### ABOUT THIS EXERCISE
Return every line of the records, exact and in full, until you have returned the line with "align-items:center; gap:15px; padding:0", and include none of the pictures.

### RECORDS

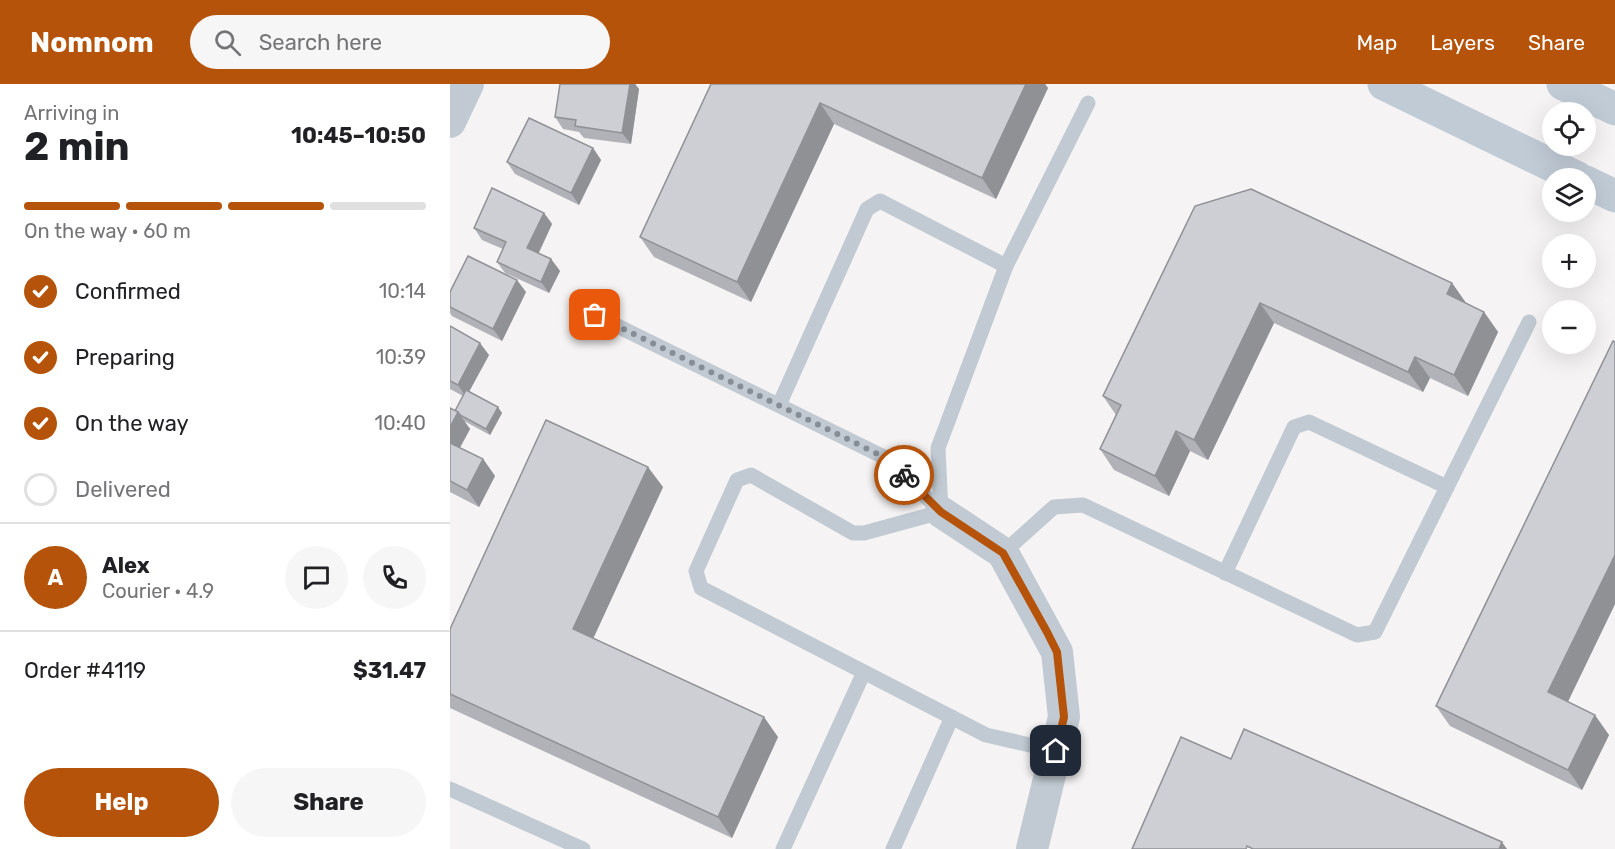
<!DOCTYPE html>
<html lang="en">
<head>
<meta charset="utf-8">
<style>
  :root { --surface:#fff; --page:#f6f6f6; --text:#202124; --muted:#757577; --line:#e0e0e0; --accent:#b45309 }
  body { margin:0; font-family:Rubik,sans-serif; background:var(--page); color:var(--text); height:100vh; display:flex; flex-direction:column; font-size:22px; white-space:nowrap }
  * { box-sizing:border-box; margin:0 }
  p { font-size:20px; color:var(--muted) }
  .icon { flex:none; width:33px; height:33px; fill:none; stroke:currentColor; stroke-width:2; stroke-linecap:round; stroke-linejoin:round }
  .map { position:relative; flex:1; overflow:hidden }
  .sheet { display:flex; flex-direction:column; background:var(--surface); width:450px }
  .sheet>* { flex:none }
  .buttons { position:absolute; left:1092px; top:18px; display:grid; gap:12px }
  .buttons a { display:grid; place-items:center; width:54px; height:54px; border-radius:50%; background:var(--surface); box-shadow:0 6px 24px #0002; font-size:30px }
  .pin { position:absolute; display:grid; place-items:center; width:51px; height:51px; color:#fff; margin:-26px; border-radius:12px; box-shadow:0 3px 9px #0006 }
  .courier { position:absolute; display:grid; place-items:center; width:60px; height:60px; margin:-30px; border:4px solid #b45309; border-radius:50%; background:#fff; color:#222; box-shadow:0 2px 8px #0007 }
  .overview em { font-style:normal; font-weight:700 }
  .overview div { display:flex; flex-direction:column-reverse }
  .overview { display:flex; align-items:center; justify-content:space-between; height:102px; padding:0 24px }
  h1 { font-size:39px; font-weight:700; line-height:45px }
  .bar { display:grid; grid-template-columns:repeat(4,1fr); gap:9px 6px; align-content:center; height:72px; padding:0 24px }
  .bar i { height:8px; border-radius:4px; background:var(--line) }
  .bar .on { background:var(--accent) }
  .bar p { grid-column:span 4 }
  .line { display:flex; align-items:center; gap:15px; padding:0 24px; border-top:2px solid var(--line) }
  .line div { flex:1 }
  .round { display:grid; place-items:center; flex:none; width:63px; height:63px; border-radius:32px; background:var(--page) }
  ol { padding:0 24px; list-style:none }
  li { display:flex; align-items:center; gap:18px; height:66px }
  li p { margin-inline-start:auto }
  li .icon { padding:6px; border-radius:50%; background:var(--accent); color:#fff; stroke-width:4 }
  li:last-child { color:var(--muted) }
  li i { width:33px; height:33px; border:3px solid var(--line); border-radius:50% }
  .cta { display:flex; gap:12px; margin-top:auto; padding:12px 24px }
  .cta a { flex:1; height:69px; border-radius:36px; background:var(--accent); color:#fff; font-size:24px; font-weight:700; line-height:69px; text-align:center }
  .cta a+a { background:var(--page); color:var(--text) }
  header { display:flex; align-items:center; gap:36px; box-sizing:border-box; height:84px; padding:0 30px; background:var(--accent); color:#fff }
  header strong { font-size:28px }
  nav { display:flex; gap:33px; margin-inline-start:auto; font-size:21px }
  .search { width:420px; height:54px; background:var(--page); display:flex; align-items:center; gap:15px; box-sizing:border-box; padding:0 21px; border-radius:33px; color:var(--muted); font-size:22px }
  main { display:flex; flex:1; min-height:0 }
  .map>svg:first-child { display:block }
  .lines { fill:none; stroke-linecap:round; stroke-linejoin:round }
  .service { stroke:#c1cad2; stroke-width:15 }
  .minor { stroke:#c1cad2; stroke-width:32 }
  .secondary { stroke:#c1cbd6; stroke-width:33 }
  .wall { fill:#b0b2b7 }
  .shaded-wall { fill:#909195 }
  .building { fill:#cdcfd5; stroke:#909195; stroke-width:1.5 }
  .done { stroke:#868d94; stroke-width:6; stroke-dasharray:0 10.8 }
  .route { stroke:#b45309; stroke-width:8 }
</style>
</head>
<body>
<header>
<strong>Nomnom</strong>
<div class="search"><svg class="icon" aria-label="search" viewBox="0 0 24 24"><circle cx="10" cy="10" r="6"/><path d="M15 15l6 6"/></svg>Search here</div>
<nav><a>Map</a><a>Layers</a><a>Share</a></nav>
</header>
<main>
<section class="sheet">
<div class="overview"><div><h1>2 min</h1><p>Arriving in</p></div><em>10:45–10:50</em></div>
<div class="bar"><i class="on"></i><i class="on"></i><i class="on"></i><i></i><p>On the way · 60 m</p></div>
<ol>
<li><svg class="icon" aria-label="check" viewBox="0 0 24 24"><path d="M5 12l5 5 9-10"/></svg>Confirmed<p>10:14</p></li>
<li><svg class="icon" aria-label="check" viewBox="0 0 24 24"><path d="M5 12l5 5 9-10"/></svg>Preparing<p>10:39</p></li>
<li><svg class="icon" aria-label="check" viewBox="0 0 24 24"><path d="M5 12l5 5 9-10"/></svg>On the way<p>10:40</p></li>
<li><i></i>Delivered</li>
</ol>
<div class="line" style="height:108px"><b class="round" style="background:var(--accent);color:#fff">A</b><div><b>Alex</b><p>Courier · 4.9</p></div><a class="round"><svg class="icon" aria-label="chat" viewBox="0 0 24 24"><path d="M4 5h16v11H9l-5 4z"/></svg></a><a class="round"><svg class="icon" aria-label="phone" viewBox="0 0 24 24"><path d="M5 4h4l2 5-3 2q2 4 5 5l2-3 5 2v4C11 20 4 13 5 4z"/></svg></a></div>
<div class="line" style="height:78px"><div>Order #4119</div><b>$31.47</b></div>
<div class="cta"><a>Help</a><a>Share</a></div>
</section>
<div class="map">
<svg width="1165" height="765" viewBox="0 0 1165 765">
  <rect width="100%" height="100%" fill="#f5f3f3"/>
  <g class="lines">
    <g class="service">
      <polyline points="145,231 438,375 491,428"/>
      <polyline points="329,321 417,125 430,117 556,182 638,19"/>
      <polyline points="491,428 414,449 403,449 301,391 287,396 246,487 251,504 536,651 606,667"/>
      <polyline points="491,428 488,364 556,182"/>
      <polyline points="553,469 604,423 633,421 907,551 925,548 1079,238"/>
      <polyline points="775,489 844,343 859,338 997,403"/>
      <polyline points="0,705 133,765"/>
      <polyline points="333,765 414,588"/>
      <polyline points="443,765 502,633"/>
    </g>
    <g class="minor">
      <polyline points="0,38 18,0"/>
      <polyline points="491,428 553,469 607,568 614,633 582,765"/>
    </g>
    <g class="secondary">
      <polyline points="934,0 1128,94"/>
      <polyline points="1113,0 1165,25"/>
      <polyline points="1136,98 1165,112"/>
    </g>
  </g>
  <g class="wall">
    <polygon points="110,0 185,0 189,5 181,60 134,54 129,48 113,45 105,33"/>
    <polygon points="261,0 595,0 598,4 546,115 384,40 301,218 204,173 190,153"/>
    <polygon points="143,64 151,76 129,121 65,90 57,78"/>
    <polygon points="745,122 1002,199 1016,219 1034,228 1048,248 1018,312 980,294 973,308 824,239 758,376 740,367 719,412 664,386 650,365 666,331 653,312"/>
    <polygon points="94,129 102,140 89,169 101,175 110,187 99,209 55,189 47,178 53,165 32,156 24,144"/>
    <polygon points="0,208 76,208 52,257 2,232 0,229"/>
    <polygon points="0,242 39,271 19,308 52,329 40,351 14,337 20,345 10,364 33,375 45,392 29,423 0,408 0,324 5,327 13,312 0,305"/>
    <polygon points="1165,258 1165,520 1118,617 1159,651 1132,706 1000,642 986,622"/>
    <polygon points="213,403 143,554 328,653 282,754 0,624 0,545"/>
  </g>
  <g class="shaded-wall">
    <polygon points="180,0 185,0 189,5 181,60 172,49"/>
    <polygon points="576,0 595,0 598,4 546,115 532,94"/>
    <polygon points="370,19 384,40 301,218 287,198"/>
    <polygon points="143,64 151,76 129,121 121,109"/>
    <polygon points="94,129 102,140 85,176 77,164"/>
    <polygon points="101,175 110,187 99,209 91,198"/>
    <polygon points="67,196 76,208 52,257 43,245"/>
    <polygon points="1002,199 1016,219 1011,230 997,210"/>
    <polygon points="810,219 824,239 758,376 744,356"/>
    <polygon points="1034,228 1048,248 1018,312 1004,291"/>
    <polygon points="30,259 39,271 16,313 8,301"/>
    <polygon points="965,273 980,294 973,308 958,288"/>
    <polygon points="48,323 52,329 40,351 36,345"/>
    <polygon points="8,328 20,345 5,372 0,364 0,343"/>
    <polygon points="726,347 740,367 719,412 705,392"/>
    <polygon points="33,375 45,392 29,423 17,406"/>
    <polygon points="198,383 213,403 138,566 123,545"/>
    <polygon points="1165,471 1165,520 1113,628 1098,608"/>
    <polygon points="1145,631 1159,651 1132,706 1118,686"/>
    <polygon points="314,633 328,653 282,754 268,733"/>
    <polygon points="1052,758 1057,765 1049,765"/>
  </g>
  <g class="building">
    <polygon points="110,0 180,0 172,49 125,42 126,36 105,33"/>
    <polygon points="261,0 576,0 532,94 370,19 287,198 190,153"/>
    <polygon points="79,34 143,64 121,109 57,78"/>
    <polygon points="42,104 94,129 77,164 101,175 91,198 47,178 56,158 24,144"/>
    <polygon points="801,105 1002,199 997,210 1034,228 1004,291 965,273 958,288 810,219 744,356 726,347 705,392 650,365 671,321 653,312 745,122"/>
    <polygon points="18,172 67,196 43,245 0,223 0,208"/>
    <polygon points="0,242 30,259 8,301 0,297"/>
    <polygon points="1163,257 1165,258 1165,471 1098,608 1145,631 1118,686 986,622"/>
    <polygon points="16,306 48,323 36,345 10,331 8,328 5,327"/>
    <polygon points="0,324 8,328 0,343"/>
    <polygon points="96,336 198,383 123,545 314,633 268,733 0,610 0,545"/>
    <polygon points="0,359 33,375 17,406 0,397"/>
    <polygon points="794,645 1052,758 1049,765 803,765 797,762 796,765 682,765 731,653 781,675"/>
  </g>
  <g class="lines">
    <polyline class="done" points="145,231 438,375 454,391"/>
    <polyline class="route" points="454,391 491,428 553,469 597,548 607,568 614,633 606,667"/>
  </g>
</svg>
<div class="buttons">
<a><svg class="icon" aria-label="locate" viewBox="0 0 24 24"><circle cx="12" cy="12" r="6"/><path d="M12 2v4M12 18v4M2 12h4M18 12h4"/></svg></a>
<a><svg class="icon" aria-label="layers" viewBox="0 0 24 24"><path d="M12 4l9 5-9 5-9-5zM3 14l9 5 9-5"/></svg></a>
<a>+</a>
<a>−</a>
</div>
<div class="pin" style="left:145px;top:231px;background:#ea580c"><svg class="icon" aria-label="bag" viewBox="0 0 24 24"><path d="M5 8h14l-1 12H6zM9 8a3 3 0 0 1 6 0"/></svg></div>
<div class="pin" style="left:606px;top:667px;background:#1f2937"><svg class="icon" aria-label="home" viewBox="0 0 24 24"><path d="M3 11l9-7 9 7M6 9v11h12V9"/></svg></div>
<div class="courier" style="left:454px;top:391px"><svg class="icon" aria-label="bike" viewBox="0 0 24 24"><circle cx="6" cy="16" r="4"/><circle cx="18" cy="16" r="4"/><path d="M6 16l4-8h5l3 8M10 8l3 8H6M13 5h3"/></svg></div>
</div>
</main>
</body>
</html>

### WRITTEN REPLY
<!DOCTYPE html>
<html lang="en">
<head>
<meta charset="utf-8">
<style>
  :root { --surface:#fff; --page:#f6f6f6; --text:#202124; --muted:#757577; --line:#e0e0e0; --accent:#b45309 }
  body { margin:0; font-family:Rubik,sans-serif; background:var(--page); color:var(--text); height:100vh; display:flex; flex-direction:column; font-size:22px; white-space:nowrap }
  * { box-sizing:border-box; margin:0 }
  p { font-size:20px; color:var(--muted) }
  .icon { flex:none; width:33px; height:33px; fill:none; stroke:currentColor; stroke-width:2; stroke-linecap:round; stroke-linejoin:round }
  .map { position:relative; flex:1; overflow:hidden }
  .sheet { display:flex; flex-direction:column; background:var(--surface); width:450px }
  .sheet>* { flex:none }
  .buttons { position:absolute; left:1092px; top:18px; display:grid; gap:12px }
  .buttons a { display:grid; place-items:center; width:54px; height:54px; border-radius:50%; background:var(--surface); box-shadow:0 6px 24px #0002; font-size:30px }
  .pin { position:absolute; display:grid; place-items:center; width:51px; height:51px; color:#fff; margin:-26px; border-radius:12px; box-shadow:0 3px 9px #0006 }
  .courier { position:absolute; display:grid; place-items:center; width:60px; height:60px; margin:-30px; border:4px solid #b45309; border-radius:50%; background:#fff; color:#222; box-shadow:0 2px 8px #0007 }
  .overview em { font-style:normal; font-weight:700 }
  .overview div { display:flex; flex-direction:column-reverse }
  .overview { display:flex; align-items:center; justify-content:space-between; height:102px; padding:0 24px }
  h1 { font-size:39px; font-weight:700; line-height:45px }
  .bar { display:grid; grid-template-columns:repeat(4,1fr); gap:9px 6px; align-content:center; height:72px; padding:0 24px }
  .bar i { height:8px; border-radius:4px; background:var(--line) }
  .bar .on { background:var(--accent) }
  .bar p { grid-column:span 4 }
  .line { display:flex; align-items:center; gap:15px; padding:0 24px; border-top:2px solid var(--line) }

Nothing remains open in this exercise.